▶ **WORK INSTRUCTION**
Out of the lines below, please list those that hold the string "SEGUNDO".

====== DATA SUPPLIED ======

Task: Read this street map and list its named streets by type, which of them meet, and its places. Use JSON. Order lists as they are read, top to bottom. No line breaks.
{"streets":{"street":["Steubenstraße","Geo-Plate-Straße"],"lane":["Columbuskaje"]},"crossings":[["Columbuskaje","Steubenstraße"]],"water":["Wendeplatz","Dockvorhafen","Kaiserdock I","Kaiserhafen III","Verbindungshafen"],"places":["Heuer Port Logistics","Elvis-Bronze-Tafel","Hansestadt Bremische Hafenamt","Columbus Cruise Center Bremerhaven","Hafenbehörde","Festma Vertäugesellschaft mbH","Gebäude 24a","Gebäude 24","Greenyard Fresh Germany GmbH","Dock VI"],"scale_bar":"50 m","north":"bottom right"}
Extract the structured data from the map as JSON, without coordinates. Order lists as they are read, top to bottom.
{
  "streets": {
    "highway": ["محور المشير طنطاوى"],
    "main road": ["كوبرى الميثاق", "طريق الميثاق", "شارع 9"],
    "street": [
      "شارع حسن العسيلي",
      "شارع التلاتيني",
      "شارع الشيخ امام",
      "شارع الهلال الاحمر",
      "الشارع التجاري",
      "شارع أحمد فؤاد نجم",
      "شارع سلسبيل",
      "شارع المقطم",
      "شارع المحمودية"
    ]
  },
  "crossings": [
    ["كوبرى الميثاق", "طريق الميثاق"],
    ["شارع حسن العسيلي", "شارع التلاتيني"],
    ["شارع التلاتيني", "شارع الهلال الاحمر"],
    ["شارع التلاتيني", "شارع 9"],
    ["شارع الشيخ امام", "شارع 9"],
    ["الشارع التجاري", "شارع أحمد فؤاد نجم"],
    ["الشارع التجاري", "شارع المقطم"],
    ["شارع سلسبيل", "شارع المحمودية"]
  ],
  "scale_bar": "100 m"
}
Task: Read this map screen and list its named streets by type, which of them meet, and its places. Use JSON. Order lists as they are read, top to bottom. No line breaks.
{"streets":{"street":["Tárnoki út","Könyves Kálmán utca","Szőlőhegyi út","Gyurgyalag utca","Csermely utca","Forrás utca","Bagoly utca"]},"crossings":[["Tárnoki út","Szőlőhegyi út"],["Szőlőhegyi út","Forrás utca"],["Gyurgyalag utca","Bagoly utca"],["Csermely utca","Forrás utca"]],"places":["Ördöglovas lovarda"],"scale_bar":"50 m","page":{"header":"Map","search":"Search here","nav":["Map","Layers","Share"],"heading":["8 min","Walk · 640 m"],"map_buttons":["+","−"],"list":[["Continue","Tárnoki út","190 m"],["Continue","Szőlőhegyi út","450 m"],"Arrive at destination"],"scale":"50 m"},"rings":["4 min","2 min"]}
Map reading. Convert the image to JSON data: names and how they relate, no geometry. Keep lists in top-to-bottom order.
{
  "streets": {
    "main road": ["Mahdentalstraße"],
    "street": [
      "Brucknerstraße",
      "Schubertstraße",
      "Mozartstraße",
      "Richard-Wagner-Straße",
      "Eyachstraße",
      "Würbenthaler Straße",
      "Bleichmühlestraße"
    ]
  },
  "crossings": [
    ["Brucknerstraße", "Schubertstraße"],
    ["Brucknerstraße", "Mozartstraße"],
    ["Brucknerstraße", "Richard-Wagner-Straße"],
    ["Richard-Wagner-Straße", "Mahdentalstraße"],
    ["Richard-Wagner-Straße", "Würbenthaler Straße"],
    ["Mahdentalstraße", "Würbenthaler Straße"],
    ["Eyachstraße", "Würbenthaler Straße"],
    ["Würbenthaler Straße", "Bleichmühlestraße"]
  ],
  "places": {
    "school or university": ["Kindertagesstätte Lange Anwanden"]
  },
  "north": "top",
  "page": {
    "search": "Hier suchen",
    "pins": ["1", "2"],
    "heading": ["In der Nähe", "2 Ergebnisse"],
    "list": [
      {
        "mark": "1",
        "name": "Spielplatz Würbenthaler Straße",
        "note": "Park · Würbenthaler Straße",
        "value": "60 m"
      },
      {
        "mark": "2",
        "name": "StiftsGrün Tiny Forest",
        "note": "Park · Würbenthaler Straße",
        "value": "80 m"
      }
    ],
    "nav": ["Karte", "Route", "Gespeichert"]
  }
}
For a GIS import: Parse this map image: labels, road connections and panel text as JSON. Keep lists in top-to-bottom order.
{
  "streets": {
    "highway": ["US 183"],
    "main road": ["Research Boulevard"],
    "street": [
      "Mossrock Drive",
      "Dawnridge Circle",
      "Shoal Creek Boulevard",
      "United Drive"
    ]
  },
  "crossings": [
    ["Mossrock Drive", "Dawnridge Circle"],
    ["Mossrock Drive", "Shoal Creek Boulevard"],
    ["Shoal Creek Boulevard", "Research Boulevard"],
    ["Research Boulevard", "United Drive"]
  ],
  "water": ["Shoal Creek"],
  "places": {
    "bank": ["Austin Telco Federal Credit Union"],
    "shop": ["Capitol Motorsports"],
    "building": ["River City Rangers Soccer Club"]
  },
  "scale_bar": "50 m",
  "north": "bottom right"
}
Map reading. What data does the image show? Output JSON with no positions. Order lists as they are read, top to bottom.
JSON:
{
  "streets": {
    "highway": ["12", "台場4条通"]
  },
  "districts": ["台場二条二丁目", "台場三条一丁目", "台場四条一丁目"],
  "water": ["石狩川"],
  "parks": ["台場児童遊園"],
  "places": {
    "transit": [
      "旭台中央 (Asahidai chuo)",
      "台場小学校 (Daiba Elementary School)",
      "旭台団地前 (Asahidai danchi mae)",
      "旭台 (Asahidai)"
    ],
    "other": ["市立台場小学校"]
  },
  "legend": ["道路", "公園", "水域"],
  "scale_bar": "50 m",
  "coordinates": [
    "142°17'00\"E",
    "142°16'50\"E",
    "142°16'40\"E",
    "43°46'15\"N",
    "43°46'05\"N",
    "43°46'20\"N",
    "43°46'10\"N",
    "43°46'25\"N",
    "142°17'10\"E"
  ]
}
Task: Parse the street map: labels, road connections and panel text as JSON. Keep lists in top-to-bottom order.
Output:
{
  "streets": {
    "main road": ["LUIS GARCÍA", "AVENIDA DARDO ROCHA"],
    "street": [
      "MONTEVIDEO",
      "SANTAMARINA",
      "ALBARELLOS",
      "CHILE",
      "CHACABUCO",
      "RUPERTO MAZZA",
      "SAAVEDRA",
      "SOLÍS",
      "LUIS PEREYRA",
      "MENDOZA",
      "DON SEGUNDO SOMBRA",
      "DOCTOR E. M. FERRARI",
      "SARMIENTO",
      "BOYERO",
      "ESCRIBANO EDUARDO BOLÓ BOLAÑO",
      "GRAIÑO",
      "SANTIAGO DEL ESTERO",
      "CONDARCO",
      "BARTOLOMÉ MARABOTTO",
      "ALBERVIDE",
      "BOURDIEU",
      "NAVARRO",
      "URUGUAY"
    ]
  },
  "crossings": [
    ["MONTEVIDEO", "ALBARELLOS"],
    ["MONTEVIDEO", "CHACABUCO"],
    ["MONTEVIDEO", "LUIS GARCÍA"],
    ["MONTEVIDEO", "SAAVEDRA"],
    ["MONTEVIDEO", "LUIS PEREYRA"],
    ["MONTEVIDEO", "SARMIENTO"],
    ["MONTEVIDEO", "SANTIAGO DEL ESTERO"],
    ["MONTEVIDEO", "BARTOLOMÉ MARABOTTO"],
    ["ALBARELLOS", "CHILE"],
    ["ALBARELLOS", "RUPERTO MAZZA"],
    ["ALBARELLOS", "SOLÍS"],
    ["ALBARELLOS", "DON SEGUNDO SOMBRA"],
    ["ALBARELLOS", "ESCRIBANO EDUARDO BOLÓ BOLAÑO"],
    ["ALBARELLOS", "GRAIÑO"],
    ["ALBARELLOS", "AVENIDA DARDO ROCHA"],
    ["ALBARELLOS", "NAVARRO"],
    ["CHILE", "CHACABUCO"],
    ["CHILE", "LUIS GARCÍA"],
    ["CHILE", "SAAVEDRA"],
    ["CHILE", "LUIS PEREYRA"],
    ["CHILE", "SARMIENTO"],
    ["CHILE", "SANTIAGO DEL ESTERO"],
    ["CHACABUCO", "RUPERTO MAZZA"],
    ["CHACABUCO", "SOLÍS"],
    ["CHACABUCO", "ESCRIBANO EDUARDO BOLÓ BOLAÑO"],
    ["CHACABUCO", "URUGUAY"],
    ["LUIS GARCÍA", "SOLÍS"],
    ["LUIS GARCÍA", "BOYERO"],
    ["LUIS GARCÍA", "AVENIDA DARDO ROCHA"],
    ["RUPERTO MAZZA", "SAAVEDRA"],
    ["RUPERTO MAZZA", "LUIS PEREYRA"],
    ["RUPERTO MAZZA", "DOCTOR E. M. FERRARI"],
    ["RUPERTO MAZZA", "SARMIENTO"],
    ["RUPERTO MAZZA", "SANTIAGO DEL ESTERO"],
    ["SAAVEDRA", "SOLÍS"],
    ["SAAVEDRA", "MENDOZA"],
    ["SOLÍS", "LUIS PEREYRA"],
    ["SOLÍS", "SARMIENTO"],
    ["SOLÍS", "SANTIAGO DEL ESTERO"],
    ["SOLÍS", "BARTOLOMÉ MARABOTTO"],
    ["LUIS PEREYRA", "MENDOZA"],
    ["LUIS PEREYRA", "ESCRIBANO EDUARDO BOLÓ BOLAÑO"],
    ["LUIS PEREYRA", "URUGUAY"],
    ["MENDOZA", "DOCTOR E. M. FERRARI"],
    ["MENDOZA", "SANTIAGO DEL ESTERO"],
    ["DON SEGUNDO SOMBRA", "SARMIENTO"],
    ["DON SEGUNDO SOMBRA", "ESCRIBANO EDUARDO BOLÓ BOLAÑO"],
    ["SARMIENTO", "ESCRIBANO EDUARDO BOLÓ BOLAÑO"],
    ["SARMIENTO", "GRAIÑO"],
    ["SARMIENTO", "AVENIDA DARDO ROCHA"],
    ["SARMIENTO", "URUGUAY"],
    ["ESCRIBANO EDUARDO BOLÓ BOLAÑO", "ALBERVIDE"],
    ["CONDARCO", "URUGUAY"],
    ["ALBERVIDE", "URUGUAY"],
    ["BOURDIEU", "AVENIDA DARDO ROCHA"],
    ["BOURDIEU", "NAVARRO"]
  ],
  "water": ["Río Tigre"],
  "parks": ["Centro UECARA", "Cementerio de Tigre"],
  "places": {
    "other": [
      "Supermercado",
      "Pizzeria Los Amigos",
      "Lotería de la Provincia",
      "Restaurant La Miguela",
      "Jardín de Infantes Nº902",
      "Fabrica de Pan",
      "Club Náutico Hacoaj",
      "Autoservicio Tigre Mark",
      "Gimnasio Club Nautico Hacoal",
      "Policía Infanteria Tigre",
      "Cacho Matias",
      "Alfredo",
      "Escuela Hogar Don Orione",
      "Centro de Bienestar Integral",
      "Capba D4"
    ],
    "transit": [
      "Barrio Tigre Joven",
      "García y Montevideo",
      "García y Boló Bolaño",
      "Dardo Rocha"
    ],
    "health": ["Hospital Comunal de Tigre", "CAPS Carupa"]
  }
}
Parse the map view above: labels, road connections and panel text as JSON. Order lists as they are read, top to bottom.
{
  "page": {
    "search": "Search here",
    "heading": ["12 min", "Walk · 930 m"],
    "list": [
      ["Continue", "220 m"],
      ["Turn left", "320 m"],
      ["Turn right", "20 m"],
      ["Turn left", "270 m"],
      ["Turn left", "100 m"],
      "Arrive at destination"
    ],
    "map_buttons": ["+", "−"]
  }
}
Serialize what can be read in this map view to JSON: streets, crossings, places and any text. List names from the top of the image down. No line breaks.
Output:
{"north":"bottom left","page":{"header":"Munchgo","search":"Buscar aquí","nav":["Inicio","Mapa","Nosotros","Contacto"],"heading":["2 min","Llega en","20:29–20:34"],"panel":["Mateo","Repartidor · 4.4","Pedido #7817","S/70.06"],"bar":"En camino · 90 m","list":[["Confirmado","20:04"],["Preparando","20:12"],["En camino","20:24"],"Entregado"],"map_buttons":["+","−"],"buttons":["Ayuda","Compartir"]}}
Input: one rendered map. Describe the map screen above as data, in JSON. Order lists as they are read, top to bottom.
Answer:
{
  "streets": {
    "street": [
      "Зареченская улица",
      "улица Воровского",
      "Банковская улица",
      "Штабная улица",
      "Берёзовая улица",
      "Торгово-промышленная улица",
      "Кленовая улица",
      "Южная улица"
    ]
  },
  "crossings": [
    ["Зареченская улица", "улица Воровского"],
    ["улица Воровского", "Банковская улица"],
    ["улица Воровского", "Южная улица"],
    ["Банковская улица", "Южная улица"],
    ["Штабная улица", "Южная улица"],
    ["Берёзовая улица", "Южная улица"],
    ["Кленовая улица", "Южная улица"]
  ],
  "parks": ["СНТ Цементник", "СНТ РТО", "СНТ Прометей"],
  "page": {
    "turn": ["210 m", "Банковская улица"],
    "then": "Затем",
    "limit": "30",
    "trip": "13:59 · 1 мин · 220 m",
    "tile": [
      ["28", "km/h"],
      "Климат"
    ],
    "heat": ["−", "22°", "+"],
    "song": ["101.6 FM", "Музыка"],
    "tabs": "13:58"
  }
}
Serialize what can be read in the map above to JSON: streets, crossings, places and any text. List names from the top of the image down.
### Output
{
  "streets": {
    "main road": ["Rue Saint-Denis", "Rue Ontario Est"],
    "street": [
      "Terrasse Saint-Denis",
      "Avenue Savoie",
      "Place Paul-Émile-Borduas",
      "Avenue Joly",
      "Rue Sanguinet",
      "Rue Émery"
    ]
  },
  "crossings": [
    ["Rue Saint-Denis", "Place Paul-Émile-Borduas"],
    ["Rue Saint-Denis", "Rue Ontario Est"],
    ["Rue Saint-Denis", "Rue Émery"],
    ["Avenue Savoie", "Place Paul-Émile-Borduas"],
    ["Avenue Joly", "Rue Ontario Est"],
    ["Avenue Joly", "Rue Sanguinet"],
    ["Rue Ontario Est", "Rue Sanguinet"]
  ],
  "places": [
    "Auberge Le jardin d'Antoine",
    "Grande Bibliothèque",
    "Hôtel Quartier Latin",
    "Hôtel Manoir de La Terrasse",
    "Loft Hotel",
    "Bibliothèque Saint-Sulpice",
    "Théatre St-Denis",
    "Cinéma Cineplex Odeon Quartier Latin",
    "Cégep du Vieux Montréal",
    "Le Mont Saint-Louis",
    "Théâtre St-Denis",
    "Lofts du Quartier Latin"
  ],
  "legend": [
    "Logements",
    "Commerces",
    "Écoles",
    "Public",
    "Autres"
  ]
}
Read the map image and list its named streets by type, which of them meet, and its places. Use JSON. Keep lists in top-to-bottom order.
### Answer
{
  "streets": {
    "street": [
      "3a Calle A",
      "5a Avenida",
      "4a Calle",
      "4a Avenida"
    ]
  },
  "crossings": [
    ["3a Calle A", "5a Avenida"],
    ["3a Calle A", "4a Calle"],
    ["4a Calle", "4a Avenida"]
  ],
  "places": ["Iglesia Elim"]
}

======

▶ **TASK SOLUTION**
      "DON SEGUNDO SOMBRA",
    ["ALBARELLOS", "DON SEGUNDO SOMBRA"],
    ["DON SEGUNDO SOMBRA", "SARMIENTO"],
    ["DON SEGUNDO SOMBRA", "ESCRIBANO EDUARDO BOLÓ BOLAÑO"],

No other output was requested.